The market cap of this company is trading somewhere around 150-200mm. The price has flat-lined and has absolutely no pulse. This company also does not share a dividend. Therefore, there is no value creation for shareholders happening.
My question is that is this company a potential LBO candidate? Would a bank find this kind of loan attractive? The company is cash-rich and could easily pay back the loan immediately seeing how liquid it is. Not only could it be paid back instantly, but the acquiring firm could afford a large premium of the current trading price.
I am aware that these companies are rarer than unicorns, some do exist. I wanted to get an opinion on if this type of LBO is feasible. Please let me know if I am crazy or does this seem like a low/no-risk LBO? (Providing the company doesn’t white knight or poison pill).
LBOs are typically cash-free, debt-free. Meaning the seller keeps the cash and satisfies the debt.

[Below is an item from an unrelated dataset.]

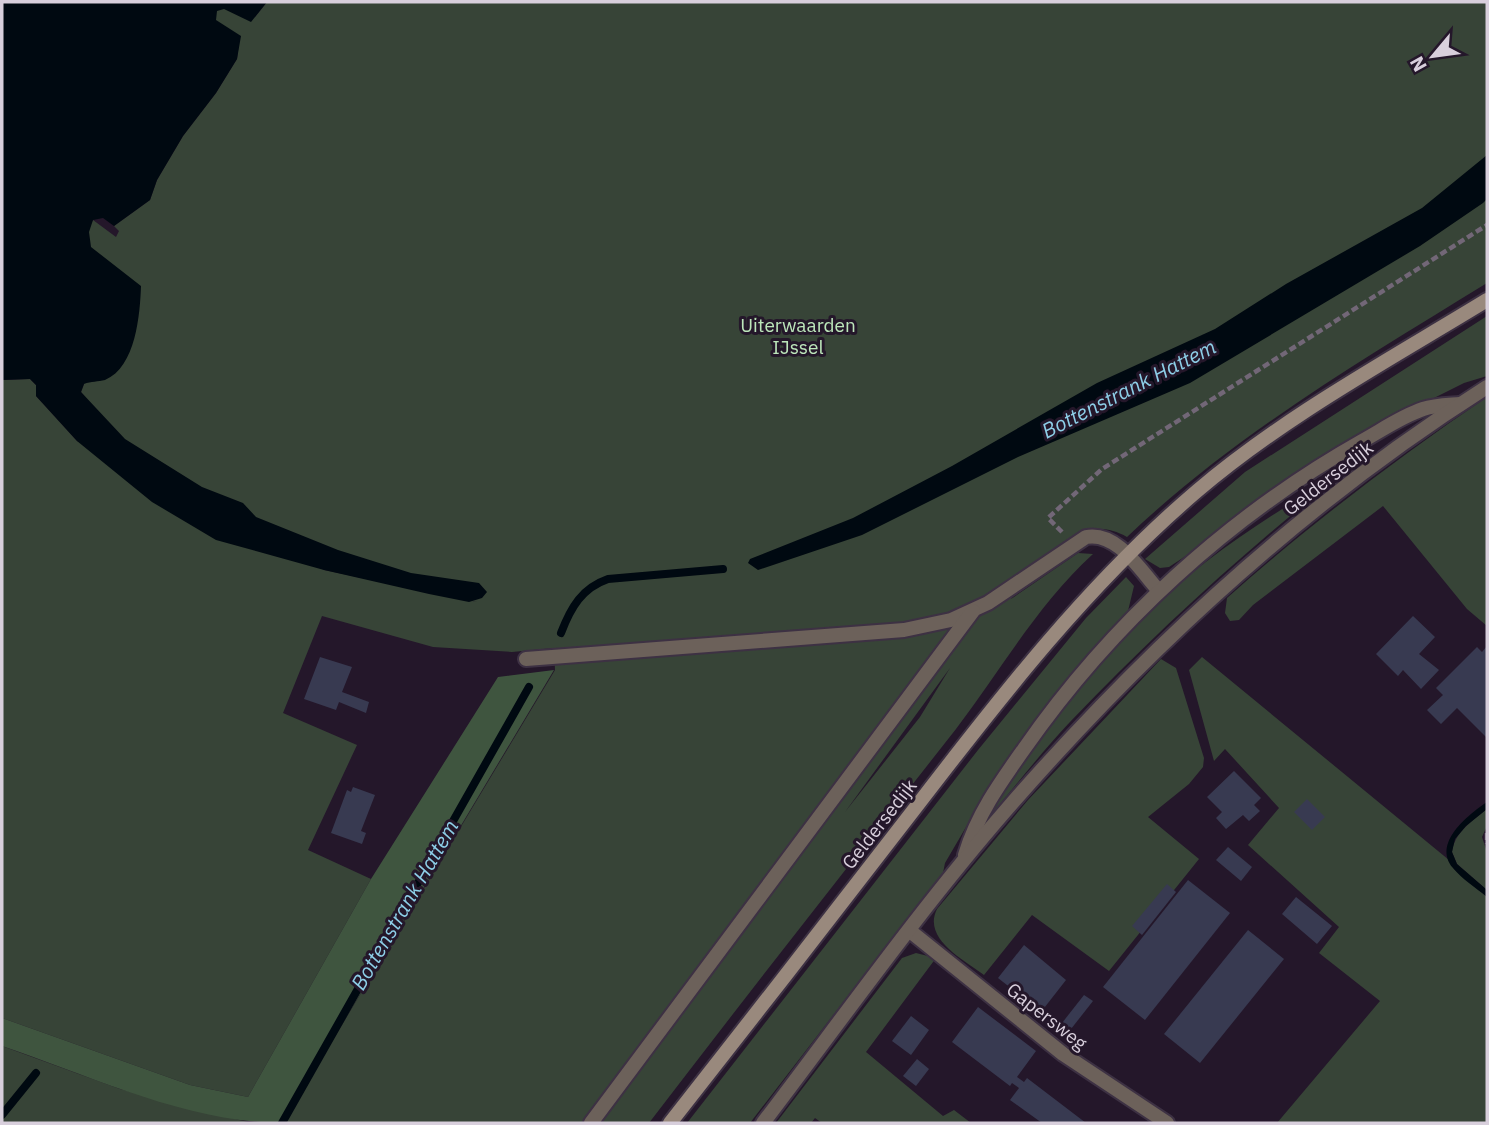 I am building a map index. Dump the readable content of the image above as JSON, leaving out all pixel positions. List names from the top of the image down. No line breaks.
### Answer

A bank is more concerned with the future cash flows of the business. Nonetheless, banks are rather hesitant if there is no "new equity" coming into the deal.
To really get a deal done, the company would need enough future cash flow to maintain covenants (total debt / EBITDA and fixed charge coverage) and have hard equity invested in the transaction (buyer cash to the seller).
Why would a company with $1bn net cash have a market cap of 200m? That would mean EV is actually MINUS $800m. Perfect LBO candidate: liquidate all activities ASAP and cash in 800m!
Only way this would happen is if it had debt/very serious negative cash flow problem. Otherwise its just 800k undervalued yes?
And OP: A dividend is not the only way companies create value for shareholders. The idea is to create future cash flows either reinvested for later distributionsor distributed (as buybacks or dividends).
This is physically impossible. To put it into perspective, let's assume you took $1B of cash and put it into a box. You then offered to sell the box to somebody. What would it's market value be? The answer is $1B. Because it's cash. It has no liquidity discount, no idiosyncratic risks, nothing. At the minimum, unless the company does something with the cash, it will always be worth at least $1B, since you can just buy the entire company and liquidate it at no risk.
Now the real issue is the fact that you say the company does not issue dividends. Let's assume it never issues any dividends ever, and that you can never buy over the company. This means there are no cash flows to any investor, and consequently the shares of this company are worth nothing. Then it's market cap is $0.
Not issuing dividends is fine. Amazon, Google, and Berkshire Hathaway are 3 of the largest companies in existence today and shareholder value has been created for years without dividends.
Berkshire equity is not worth $0. Your cash flows in this case are through the retained earnings account.
Not issuing dividends is fine in the short run, never ever issuing dividends and never liquidating is a zero coupon perpetuity bond with no value. It's a DCF with no cash flows.